Samples were collected in vials that had been previously cleaned as follows: stored in HNO3 5 % for 7 d (Suprapure, ROMIL, UK), rinsed three times with ultrapure water (UPW, ELGA, UK), stored in HNO3 2 % for 7 d (Suprapure, ROMIL, UK), rinsed three times with UPW and then stored in HNO3 1 % (Ultrapure, ROMIL, UK) until the day before the sample collection, when they were rinsed three times with UPW and dried overnight under a laminar flow hood (Class 100). The samples were kept frozen and shipped to Italy for analysis. Once melted, the samples were acidified to pH 1 using HNO3 (Suprapure, ROMIL, UK). To ensure an effective dissolution of Fe particles, samples were stored at room temperature and analyzed 30 d after the acidification without any additional filtration step. We adopted this approach because analysis immediately after the acidification step might have led to uncertainties attributable to the Fe dissolution kinetics (Edwards, 1999; Koffman et al., 2014). Our choice was consistent with other studies that have indicated that samples to be used for the calculation of atmospheric fluxes must be acidified for at least 1 month prior to analysis in order to avoid any possible misinterpretation of the trace element data (Koffman et al., 2014). We will refer to this fraction as total dissolvable Fe (TDFe); total dissolvable Fe includes both the most labile fraction (dissolved iron, DFe), which is rendered soluble under mildly acidic conditions (Hiscock et al., 2013), and the fraction enclosed in iron-bearing mineral particles. TDFe does not directly represent the actual bioavailable Fe that can be dissolved into seawater at pH 8, but, considering that TDFe and DFe are significantly correlated (Du et al., 2020; Xiao et al., 2020), it represents an upper limit of the eolian Fe potentially available for the phytoplankton (Edwards et al., 2006).

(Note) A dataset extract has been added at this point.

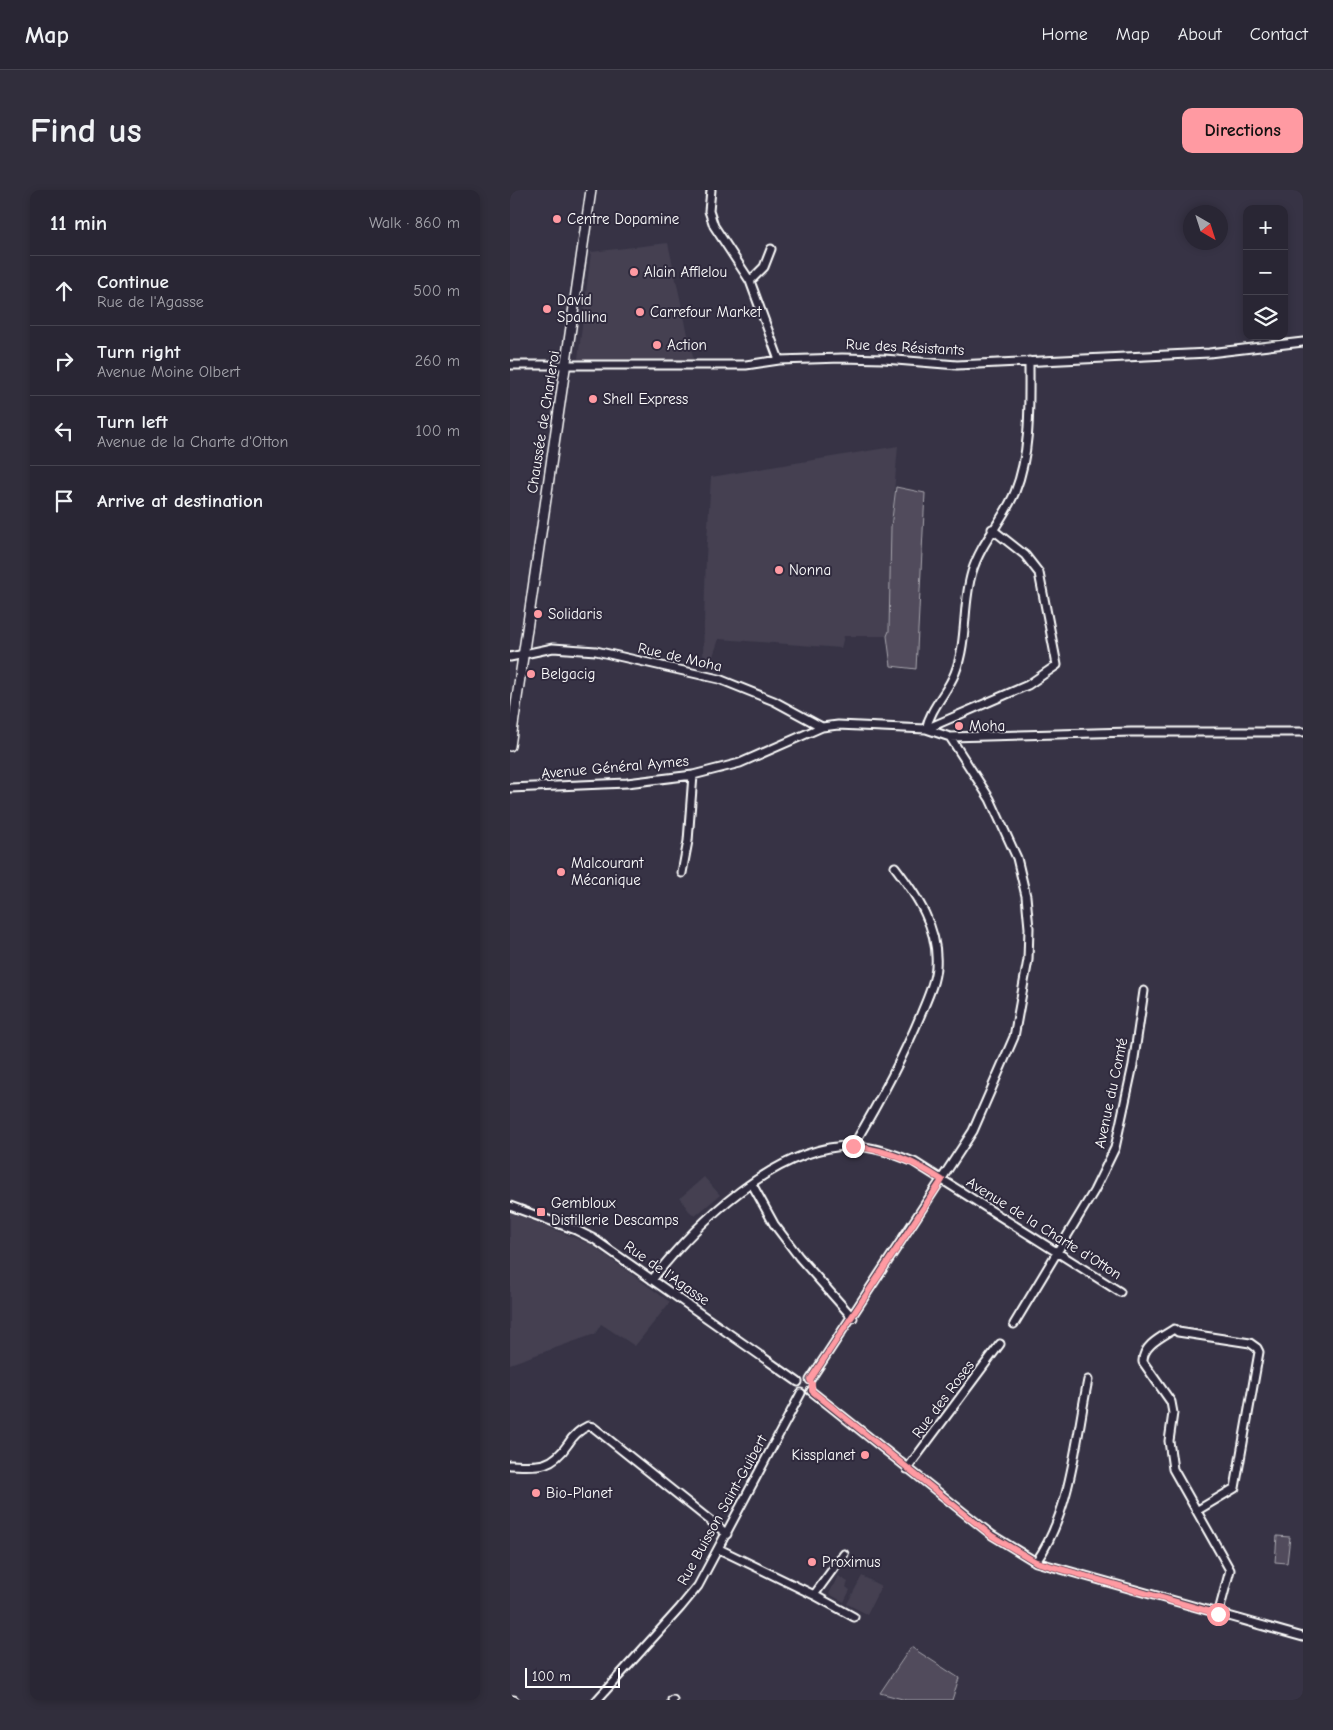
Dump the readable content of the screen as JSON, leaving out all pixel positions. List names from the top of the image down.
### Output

The ice samples were analyzed with an Inductively Coupled Plasma Single Quadrupole Mass Spectrometer (ICP-qMS, Agilent 7500 series, USA) equipped with a quartz Scott spray chamber for the determination of Ca, Na and Fe. To minimize any kind of contamination, all of the instrument tubes were flushed before the analysis for 2 h with 2 % HNO3 (Suprapure, ROMIL, UK). A 120 s rinsing step with 2 % HNO3 (Suprapure, ROMIL, UK) occurred after each sample analysis to reduce any possible memory effect. The vials used for the standard preparation were cleaned following the same procedure adopted for the ice samples. Considering the isobaric and polyatomic interferences affecting Fe, this element was quantified using the interference-free isotope 57Fe. External calibration curves with acidified standards (2 % HNO3, Suprapure, ROMIL, UK) were prepared for Ca, Na and Fe from the dilution of a certified single-element 1000 ppm ± 1 % standard solution (Fisher Chemical, USA). The resulting R2 for the external calibration curves was 0.999 for all of the elements. The limit of detection (LoD) for 57Fe, calculated as 3 times the standard deviation of the blank, was 0.8 µg L-1. To assess accuracy for Fe, the TM-RAIN04 certified reference material (National Research Council of Canada) was measured every 50 samples. The accuracy was determined as a recovery percentage calculated as O/T %, where O is the determined value, and T is the certified value. For Fe, the accuracy was 104 %, whereas precision, calculated as relative standard deviation (RSD %) of selected samples read multiple times (n = 5) during the analysis, was on average 5 % (7 % for samples (n = 3) from the interglacial period, and 4 % for samples (n = 3) from the last glacial period). For Ca and Na, the LoD was 1 and 3 µg L-1, respectively. In the absence of a certified reference material, Ca and Na accuracy was calculated using a quality control (QC) sample prepared at 10 µg L-1 and measured every 50 samples. Accuracy for Ca and Na, calculated as described above, was 94 % and 108 %, respectively, whereas precision (RSD %) was on average 6 % (4 % for samples from the interglacial period, and 7 % for samples from the last glacial period) and 2 % (for both periods), respectively.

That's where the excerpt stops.